→ Goal of the exercise
Lines holding the word "Painemilla" are the ones to copy from the data below.
===== Available records
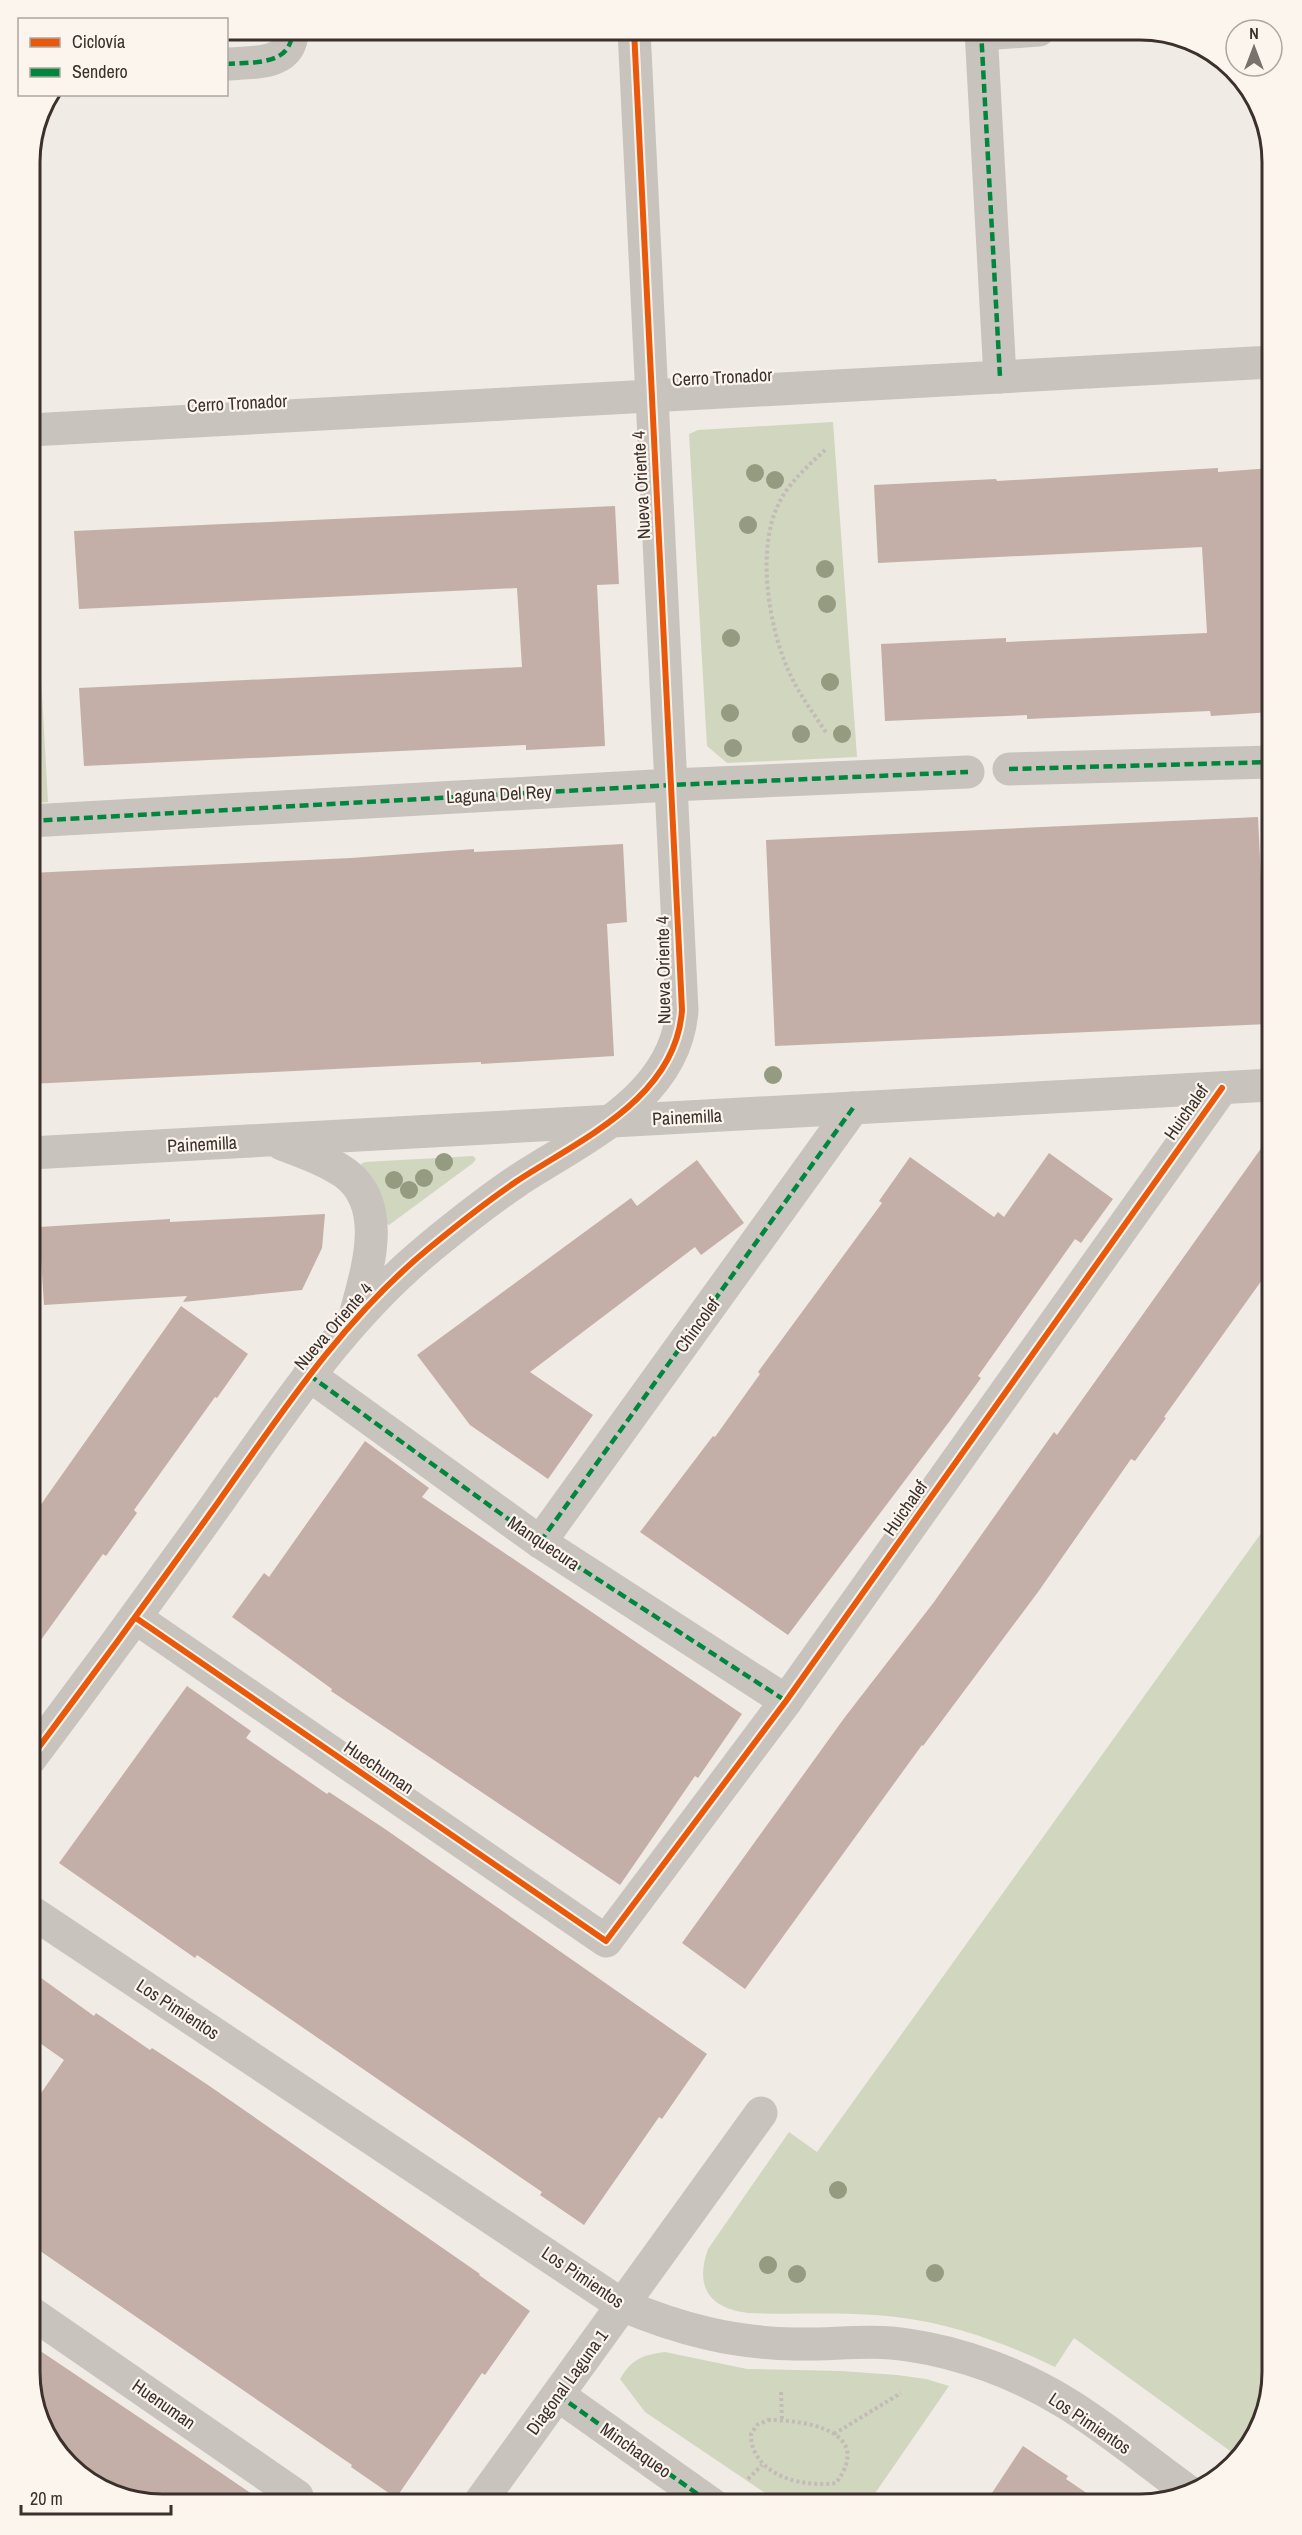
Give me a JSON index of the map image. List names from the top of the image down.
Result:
{
  "streets": {
    "street": [
      "Cerro Tronador",
      "Nueva Oriente 4",
      "Laguna Del Rey",
      "Huichalef",
      "Painemilla",
      "Chincolef",
      "Manquecura",
      "Huechuman",
      "Los Pimientos",
      "Diagonal Laguna 1",
      "Huenuman",
      "Minchaqueo"
    ]
  },
  "crossings": [
    ["Cerro Tronador", "Nueva Oriente 4"],
    ["Nueva Oriente 4", "Laguna Del Rey"],
    ["Nueva Oriente 4", "Painemilla"],
    ["Nueva Oriente 4", "Manquecura"],
    ["Nueva Oriente 4", "Huechuman"],
    ["Huichalef", "Painemilla"],
    ["Huichalef", "Manquecura"],
    ["Huichalef", "Huechuman"],
    ["Painemilla", "Chincolef"],
    ["Chincolef", "Manquecura"],
    ["Los Pimientos", "Diagonal Laguna 1"],
    ["Diagonal Laguna 1", "Minchaqueo"]
  ],
  "legend": ["Ciclovía", "Sendero"],
  "scale_bar": "20 m",
  "north": "top"
}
==========
→ Response box
      "Painemilla",
    ["Nueva Oriente 4", "Painemilla"],
    ["Huichalef", "Painemilla"],
    ["Painemilla", "Chincolef"],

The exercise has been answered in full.